The MCPP is a syndications lending structure with credit enhancement, utilised for infrastructure projects. It enables the IFC to co-invest in a portfolio of loans with institutional investors from the public and private sectors. Indeed, the IFC recently announced the launch of its MCPP One Planet facility, which comprises a portfolio of emerging-market senior loans aligned to the Paris Agreement.
Good due diligence by a trusted global institution coupled with proper credit enhancement from a long-lived sovereign authority could encourage global pension funds, insurance companies, private equity funds, hedge funds, endowments, foundations and family offices sitting on trillions of dollars in assets to participate in a MCPP type investment vehicle. This is due to the first loss warranty available, which makes the MCPP structure akin to investment grade.
Indeed, the long-term nature of net zero financing also makes MCPP suitable for pensions and insurance companies facing asset-liability management or liability-driven investment mandates and constraints.
Existing net zero targets are so exorbitant that they could end up being a pie-in-the-sky pursuit. That is no reason not to try to reduce carbon emissions that are harmful to the existence of our planet and ourselves. But in order to do so, forecasters and consultants first need to get their net zero project costs and calculus right. And innovative public-private financing structures should be explored to fund them.
We have made so much progress in the world of finance, investment and risk management over the last 50 years. There is no excuse not to draw on our learnings and apply it to carbon reduction in the context of spending on the global public goods for the next 50 years.
* Michel-Alexandre Cardin is associate professor in computational aided engineering at Imperial College London and director of the Strategic Engineering Laboratory at the Dyson School of Design Engineering.
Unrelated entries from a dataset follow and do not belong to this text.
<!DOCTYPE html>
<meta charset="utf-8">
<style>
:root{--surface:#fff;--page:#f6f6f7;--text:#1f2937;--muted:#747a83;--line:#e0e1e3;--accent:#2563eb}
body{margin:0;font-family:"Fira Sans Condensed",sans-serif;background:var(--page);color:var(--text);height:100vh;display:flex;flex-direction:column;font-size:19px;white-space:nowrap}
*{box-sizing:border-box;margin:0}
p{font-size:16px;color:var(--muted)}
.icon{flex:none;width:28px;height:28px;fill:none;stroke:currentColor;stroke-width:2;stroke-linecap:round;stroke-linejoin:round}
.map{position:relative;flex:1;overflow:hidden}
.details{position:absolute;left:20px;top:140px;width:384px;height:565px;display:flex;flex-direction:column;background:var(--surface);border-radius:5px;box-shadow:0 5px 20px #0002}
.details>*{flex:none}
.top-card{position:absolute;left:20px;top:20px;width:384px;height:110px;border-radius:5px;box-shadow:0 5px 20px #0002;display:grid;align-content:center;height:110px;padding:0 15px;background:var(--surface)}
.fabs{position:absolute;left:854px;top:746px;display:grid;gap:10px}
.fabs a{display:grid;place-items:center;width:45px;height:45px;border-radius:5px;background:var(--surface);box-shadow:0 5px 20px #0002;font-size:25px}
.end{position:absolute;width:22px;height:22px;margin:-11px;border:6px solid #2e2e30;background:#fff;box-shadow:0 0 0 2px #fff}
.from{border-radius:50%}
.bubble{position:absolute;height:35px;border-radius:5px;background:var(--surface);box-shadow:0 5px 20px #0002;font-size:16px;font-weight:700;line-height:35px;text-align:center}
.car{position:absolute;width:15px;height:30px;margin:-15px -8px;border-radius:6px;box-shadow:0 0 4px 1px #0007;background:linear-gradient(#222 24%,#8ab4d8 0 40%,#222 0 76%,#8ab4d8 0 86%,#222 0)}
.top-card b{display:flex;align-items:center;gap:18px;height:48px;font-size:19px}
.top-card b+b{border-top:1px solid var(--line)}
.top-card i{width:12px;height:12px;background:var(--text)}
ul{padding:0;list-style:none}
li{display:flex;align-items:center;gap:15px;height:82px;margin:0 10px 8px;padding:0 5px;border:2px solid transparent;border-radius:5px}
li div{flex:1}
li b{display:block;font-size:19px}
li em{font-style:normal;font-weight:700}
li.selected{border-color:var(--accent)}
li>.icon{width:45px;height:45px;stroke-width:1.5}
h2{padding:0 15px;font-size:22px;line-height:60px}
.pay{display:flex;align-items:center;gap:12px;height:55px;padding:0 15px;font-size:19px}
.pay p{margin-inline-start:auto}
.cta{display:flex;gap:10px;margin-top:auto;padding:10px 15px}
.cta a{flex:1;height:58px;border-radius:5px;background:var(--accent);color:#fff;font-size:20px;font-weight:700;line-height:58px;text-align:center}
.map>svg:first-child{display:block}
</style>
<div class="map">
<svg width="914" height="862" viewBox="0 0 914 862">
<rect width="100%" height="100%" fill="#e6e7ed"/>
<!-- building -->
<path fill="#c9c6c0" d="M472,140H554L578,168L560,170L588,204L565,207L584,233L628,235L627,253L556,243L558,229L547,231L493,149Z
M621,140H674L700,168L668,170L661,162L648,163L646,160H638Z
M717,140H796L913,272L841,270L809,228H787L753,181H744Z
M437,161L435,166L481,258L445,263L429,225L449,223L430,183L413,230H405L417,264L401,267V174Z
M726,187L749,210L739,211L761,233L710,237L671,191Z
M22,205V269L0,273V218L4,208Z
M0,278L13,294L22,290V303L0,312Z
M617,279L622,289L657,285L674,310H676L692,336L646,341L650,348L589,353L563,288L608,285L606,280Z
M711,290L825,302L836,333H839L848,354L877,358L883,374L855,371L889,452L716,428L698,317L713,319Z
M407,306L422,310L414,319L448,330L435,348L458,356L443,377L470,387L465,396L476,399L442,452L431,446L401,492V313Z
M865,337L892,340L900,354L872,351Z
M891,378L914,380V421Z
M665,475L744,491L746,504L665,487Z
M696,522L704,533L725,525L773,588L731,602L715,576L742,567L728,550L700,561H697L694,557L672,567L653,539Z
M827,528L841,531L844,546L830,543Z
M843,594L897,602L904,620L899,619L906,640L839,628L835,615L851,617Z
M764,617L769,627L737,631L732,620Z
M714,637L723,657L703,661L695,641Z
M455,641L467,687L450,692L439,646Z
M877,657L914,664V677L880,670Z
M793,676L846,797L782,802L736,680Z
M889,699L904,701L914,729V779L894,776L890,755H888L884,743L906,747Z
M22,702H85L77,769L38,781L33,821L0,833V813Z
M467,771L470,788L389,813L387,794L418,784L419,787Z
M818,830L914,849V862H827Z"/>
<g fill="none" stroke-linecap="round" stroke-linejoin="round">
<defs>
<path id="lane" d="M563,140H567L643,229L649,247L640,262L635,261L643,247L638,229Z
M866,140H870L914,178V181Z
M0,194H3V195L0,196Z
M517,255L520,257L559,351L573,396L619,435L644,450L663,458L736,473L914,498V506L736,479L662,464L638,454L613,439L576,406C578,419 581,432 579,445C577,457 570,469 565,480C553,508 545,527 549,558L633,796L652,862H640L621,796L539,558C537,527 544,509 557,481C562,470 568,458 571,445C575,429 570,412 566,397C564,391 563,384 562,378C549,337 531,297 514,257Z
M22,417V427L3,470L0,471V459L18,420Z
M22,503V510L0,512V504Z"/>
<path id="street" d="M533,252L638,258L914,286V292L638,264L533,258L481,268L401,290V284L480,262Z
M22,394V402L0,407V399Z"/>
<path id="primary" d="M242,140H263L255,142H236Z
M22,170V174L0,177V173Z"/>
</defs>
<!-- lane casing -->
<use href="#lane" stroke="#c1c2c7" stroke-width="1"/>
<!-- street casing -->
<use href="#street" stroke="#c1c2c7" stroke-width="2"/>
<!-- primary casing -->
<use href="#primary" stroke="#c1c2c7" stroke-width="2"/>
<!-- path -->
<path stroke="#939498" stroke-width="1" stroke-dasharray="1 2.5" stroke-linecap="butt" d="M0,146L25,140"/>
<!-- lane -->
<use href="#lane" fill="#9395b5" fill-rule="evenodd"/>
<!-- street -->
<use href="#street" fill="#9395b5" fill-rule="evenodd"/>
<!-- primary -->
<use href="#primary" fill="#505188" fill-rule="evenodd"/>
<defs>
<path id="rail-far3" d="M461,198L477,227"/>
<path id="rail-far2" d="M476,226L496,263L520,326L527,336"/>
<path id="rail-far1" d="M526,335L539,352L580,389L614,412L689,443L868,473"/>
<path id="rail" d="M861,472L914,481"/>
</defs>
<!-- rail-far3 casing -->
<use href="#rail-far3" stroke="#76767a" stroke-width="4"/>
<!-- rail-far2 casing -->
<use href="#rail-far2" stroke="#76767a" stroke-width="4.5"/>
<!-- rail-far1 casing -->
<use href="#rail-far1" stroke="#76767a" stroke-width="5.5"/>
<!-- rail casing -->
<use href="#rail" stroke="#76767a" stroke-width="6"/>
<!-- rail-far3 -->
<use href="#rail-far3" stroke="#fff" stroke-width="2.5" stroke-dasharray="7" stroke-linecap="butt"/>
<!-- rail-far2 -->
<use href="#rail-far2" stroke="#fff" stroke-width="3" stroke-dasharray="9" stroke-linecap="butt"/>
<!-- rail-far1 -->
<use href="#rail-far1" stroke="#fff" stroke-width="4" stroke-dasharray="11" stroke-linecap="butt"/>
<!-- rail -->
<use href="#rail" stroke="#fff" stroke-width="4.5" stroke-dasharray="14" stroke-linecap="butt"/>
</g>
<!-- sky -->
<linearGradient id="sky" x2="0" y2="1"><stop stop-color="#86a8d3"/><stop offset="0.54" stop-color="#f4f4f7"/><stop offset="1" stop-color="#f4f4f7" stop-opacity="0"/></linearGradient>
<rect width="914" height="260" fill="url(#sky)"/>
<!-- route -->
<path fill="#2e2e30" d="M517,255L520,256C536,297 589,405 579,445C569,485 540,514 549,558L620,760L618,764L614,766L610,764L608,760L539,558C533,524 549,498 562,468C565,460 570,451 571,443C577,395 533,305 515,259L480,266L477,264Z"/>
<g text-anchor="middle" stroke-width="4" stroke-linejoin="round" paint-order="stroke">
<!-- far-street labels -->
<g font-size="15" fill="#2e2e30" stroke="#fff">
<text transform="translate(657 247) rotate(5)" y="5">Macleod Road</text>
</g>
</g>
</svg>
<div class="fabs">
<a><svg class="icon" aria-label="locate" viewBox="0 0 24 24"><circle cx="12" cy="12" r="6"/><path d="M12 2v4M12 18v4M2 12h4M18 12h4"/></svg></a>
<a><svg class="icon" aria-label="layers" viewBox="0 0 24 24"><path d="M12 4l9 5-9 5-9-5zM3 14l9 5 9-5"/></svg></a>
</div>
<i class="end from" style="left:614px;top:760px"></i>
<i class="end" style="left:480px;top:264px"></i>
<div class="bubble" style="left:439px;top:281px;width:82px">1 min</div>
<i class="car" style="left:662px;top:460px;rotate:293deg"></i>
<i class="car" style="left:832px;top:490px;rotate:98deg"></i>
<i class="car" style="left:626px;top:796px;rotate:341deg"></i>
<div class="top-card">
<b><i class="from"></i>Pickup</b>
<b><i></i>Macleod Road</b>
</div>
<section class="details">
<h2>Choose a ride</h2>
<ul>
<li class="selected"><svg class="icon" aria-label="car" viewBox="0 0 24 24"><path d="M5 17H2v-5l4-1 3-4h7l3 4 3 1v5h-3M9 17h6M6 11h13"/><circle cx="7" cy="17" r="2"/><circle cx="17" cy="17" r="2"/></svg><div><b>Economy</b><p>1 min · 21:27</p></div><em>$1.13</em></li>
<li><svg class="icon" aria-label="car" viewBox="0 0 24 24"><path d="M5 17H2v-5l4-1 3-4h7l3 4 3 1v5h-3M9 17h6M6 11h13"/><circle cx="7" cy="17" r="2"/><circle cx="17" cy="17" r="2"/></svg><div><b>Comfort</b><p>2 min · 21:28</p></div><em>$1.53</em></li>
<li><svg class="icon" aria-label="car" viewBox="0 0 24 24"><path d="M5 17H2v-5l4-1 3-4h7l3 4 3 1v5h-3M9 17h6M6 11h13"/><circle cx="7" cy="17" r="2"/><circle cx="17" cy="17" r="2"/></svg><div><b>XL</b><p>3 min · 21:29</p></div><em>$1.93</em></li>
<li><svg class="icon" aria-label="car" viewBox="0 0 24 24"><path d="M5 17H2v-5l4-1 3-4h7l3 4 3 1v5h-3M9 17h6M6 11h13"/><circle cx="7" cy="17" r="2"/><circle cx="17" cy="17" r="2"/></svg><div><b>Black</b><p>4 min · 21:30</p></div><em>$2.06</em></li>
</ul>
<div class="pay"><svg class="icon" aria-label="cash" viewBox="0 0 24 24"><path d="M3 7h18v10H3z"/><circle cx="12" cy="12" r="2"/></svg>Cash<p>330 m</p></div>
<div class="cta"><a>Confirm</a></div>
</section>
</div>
Joseph Cherian is practice professor of finance at the Asia School of Business and Cornell University (visiting).
1 Funding net zero: Getting a grip on climate change, Asia Asset Management, June 2022, Vol. 27, No. 6 (print & online editions), by Joseph Cherian and Yogi Thambiah
URL: https://www.asiaasset.com/post/26022
2 M. A. Cardin, A. Mijic, and J. Whyte, "Flexibility and real options in engineering systems design Handbook of Engineering Systems Design," ed: Springer, 2022.
3 “Confronting a Perfect Long Storm”, by Tharman Shanmugaratnam, IMF Finance & Development Commentary, June 2022.